I'm thinking of using Osage for the screw and nut - I'm not sure what pitch and how beefy to make the threads - I'm thinking about a 2 in. dia screw
I want to make a twin screw - leg and maybe an end vise.
Thanks Ron
Ron I have done it and it is not a easy thing to setup and get right. I ended up going out and buying a steel bench screww after a day playing with my setup. I will post a picture of what I did once I get home.Scott C. Frankland
"This all could have been prevented if their parents had just used birth control"
I went to take a picture of it but could not find it anywhere. All I could locate was the blade I made to cut the profile.Scott C. Frankland
"This all could have been prevented if their parents had just used birth control"
Ron,
You don't need to 'carve' the threads for the tap. You make a spiral saw cut which rides on a piece of thin flat steel angled to suit, in a jig which is clamped to the nut you're threading. There is an excellent article on how to do it in a very old FWW, by Richard Starr. There is another short article on how to make a screw-threading jig using a router, whose author I can't remember. They appeared in the early 80's.
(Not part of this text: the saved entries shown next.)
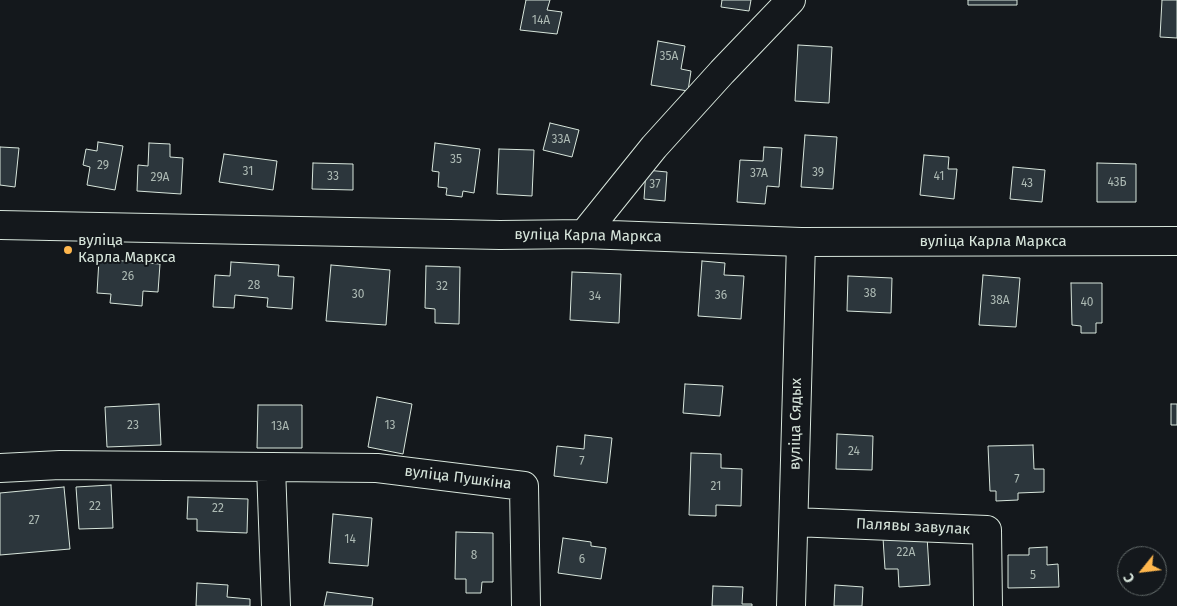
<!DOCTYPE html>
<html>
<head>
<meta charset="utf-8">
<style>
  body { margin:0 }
  #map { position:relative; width:1177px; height:606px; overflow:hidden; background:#14181c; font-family:"Fira Sans",sans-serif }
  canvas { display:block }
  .north { position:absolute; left:1117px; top:546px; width:50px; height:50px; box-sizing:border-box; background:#14181c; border:1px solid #626a69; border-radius:50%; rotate:241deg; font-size:14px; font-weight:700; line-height:20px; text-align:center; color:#d8e6dc }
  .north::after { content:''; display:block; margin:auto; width:18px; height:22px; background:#ffb74d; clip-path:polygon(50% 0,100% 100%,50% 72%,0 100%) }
</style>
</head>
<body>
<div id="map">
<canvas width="1177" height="606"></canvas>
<div class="north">С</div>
</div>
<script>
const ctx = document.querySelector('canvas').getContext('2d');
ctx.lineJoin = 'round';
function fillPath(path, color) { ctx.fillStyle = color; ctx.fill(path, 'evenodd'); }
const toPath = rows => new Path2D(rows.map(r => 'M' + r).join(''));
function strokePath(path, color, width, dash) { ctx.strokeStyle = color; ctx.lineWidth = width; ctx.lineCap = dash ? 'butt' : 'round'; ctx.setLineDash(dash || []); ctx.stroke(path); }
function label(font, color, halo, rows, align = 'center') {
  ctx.font = font + ' "Fira Sans",sans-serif'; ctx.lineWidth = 4; ctx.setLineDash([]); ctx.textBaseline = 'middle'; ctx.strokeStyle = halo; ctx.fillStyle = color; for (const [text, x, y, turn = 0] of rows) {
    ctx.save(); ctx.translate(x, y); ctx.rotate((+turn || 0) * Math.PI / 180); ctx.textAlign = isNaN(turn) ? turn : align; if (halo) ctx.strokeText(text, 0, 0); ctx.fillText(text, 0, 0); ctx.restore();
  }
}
const building = toPath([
  [526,0,550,0,547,10,562,12,557,34,520,30,526,0],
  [722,0,751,0,749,11,721,7,722,0],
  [968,0,1017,0,1017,5,968,5,968,0],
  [1162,0,1177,0,1177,38,1160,37,1162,0],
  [658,41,685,46,681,69,691,71,688,91,651,85,658,41],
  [798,45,832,47,829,103,795,101,798,45],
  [550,123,579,130,572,157,543,150,550,123],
  [805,135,837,137,833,189,801,187,805,135],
  [98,142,123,146,115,190,87,185,90,167,83,165,86,149,97,151,98,142],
  [149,143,170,144,170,157,183,158,181,194,137,191,138,165,148,166,149,143],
  [435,143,480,149,474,193,463,191,462,197,446,195,447,188,438,187,439,172,432,171,435,143],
  [0,147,19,148,15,187,0,185,0,147],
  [764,147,782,148,779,187,767,186,765,204,737,202,740,160,763,161,764,147],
  [499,149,534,150,532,196,497,194,499,149],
  [224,154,277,161,273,190,219,182,224,154],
  [924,155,949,157,948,169,957,169,954,199,920,195,924,155],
  [313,163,353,164,353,190,312,189,313,163],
  [1097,163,1136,164,1136,202,1097,202,1097,163],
  [1013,167,1045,170,1042,202,1010,199,1013,167],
  [646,170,667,172,665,201,644,199,646,170],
  [99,259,160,264,158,292,143,291,142,306,110,303,111,294,97,293,99,259],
  [702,261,725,263,724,275,744,276,741,319,698,316,702,261],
  [231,262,279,265,278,276,294,277,292,309,267,307,268,298,235,295,234,308,213,307,215,275,230,276,231,262],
  [331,265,390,270,386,325,326,321,331,265],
  [426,266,460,267,459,324,435,323,435,309,425,308,426,266],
  [572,272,621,274,619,323,570,320,572,272],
  [983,275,1020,278,1016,327,979,325,983,275],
  [848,276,892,278,891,313,847,311,848,276],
  [1071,283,1102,283,1102,323,1096,323,1096,333,1081,333,1081,326,1072,325,1071,283],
  [685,384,723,386,720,416,683,413,685,384],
  [377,397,412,404,403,454,368,447,377,397],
  [159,404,161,445,107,447,105,407,159,404],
  [1171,404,1177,404,1177,425,1171,425,1171,404],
  [258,405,302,405,302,448,257,448,258,405],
  [837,434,873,436,872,470,836,469,837,434],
  [585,435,612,438,607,483,554,476,557,446,584,449,585,435],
  [1033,445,1034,469,1044,469,1044,492,1018,493,1018,500,996,501,996,491,990,491,988,446,1033,445],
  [691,453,721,454,721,468,742,469,741,506,716,505,716,516,689,515,691,453],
  [111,485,113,528,79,529,76,487,111,485],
  [64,487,70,549,0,555,0,493,64,487],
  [188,497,248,499,247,533,197,531,197,519,187,519,188,497],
  [333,514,372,518,368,566,329,563,333,514],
  [456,532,493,533,493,582,482,582,481,593,466,593,466,579,455,579,456,532],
  [927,536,930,585,899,587,898,569,885,569,883,538,927,536],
  [563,538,591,542,591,546,606,548,601,579,558,573,563,538],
  [1047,547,1047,565,1058,564,1059,587,1008,588,1008,555,1029,555,1029,548,1047,547],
  [197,583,228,585,227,597,250,599,250,606,196,606,197,583],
  [835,585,863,587,862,606,834,606,835,585],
  [713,586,743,587,742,604,752,604,752,606,712,606,713,586],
  [327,592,373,598,372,606,324,606,327,592]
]);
const minor = toPath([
  [0,225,500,235,584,234,801,242,1177,241],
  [584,234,654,147,722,72,791,0],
  [271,467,276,606],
  [0,468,60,465,377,468,524,486,526,606],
  [794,522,987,530,988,606],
  [791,606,801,242]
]);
const markers = [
  [68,250,5,"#ffb74d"]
];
const numberNames = [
  ["14А",541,21],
  ["35А",669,57],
  ["33А",561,140],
  ["35",456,160],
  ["29",103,166],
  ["31",248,172],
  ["39",818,173],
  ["37А",759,174],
  ["33",333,177],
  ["41",939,177],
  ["29А",160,178],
  ["43Б",1117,183],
  ["43",1027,184],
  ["37",655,185],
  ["26",128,277],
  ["28",254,286],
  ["32",442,287],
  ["38",870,294],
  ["30",358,295],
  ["36",721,296],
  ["34",595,297],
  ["38А",1000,301],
  ["40",1087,303],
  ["23",133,426],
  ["13",390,426],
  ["13А",280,427],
  ["24",854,452],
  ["7",582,462],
  ["7",1017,480],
  ["21",716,487],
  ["22",95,507],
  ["22",218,509],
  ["27",34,521],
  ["14",350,540],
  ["22А",906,553],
  ["8",474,556],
  ["6",582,560],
  ["5",1033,576]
];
const streetNames = [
  ["вуліца Карла Маркса",588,236,1],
  ["вуліца Карла Маркса",993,242],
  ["вуліца Сядых",796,424,-89],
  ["вуліца Пушкіна",458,478,7],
  ["Палявы завулак",913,527,3]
];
const poiNames = [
  ["вуліца",78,241],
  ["Карла Маркса",78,258]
];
fillPath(building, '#2c363c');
strokePath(building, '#d8e6dc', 1);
strokePath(minor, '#d8e6dc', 30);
strokePath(minor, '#14181c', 28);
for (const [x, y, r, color] of markers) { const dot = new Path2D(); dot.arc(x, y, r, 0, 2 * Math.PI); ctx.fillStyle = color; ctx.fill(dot); strokePath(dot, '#14181c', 2); }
label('12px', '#adbab4', null, numberNames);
label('15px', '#d8e6dc', '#14181c', streetNames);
label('15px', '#d8e6dc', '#14181c', poiNames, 'left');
</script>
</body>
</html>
I made a tap using hard Maple by chasing a thread with a home-made cutter, then tapering it off and driving in about 6, #14 screws which were cut off and filed to make scrapers matching the thread profile. It works, but needs a lot of backing out and clearing, as there isn't much space for the waste to accumulate, but it tapped nice threads in hard Maple. At the time, I was procrastinating, had very few $$s, and desperately wanted to make a tail vise, so the couple of weekends it took were not a problem. I ended up making several sets with the setup, and at least two of them are still going strong 18 years later. Four TPI seems to be a good choice - it tightens well, is relatively quick to move, and the threads are good and beefy.
A properly-made tail vise shouldn't wrack. They do wear and droop a bit in time - i.e. 50 plus years or more of constant use. I've tried a couple of different designs to counter the drooping tendency, but am almost certainly wasting my time, as my original is still working perfectly, so it will see me out! I was taught on benches with with a front vise and a bench-stop, but now I can't imagine a bench without a tail-vise - mine gets used for 80% of the holding jobs on the bench.
Here's a picture of one of the original tail vises made with my home-grown tap and threading jig. The wood was mostly recycled, hence the couple of extra holes you see.
In a recent issue of Fine Woodworking there is an article on 'Making Michael Dunbar's Bench'. He uses wooden screws for his vise and gives a source on the purchase.
If you need specifics, let me know and I'll see if I can still find the issue.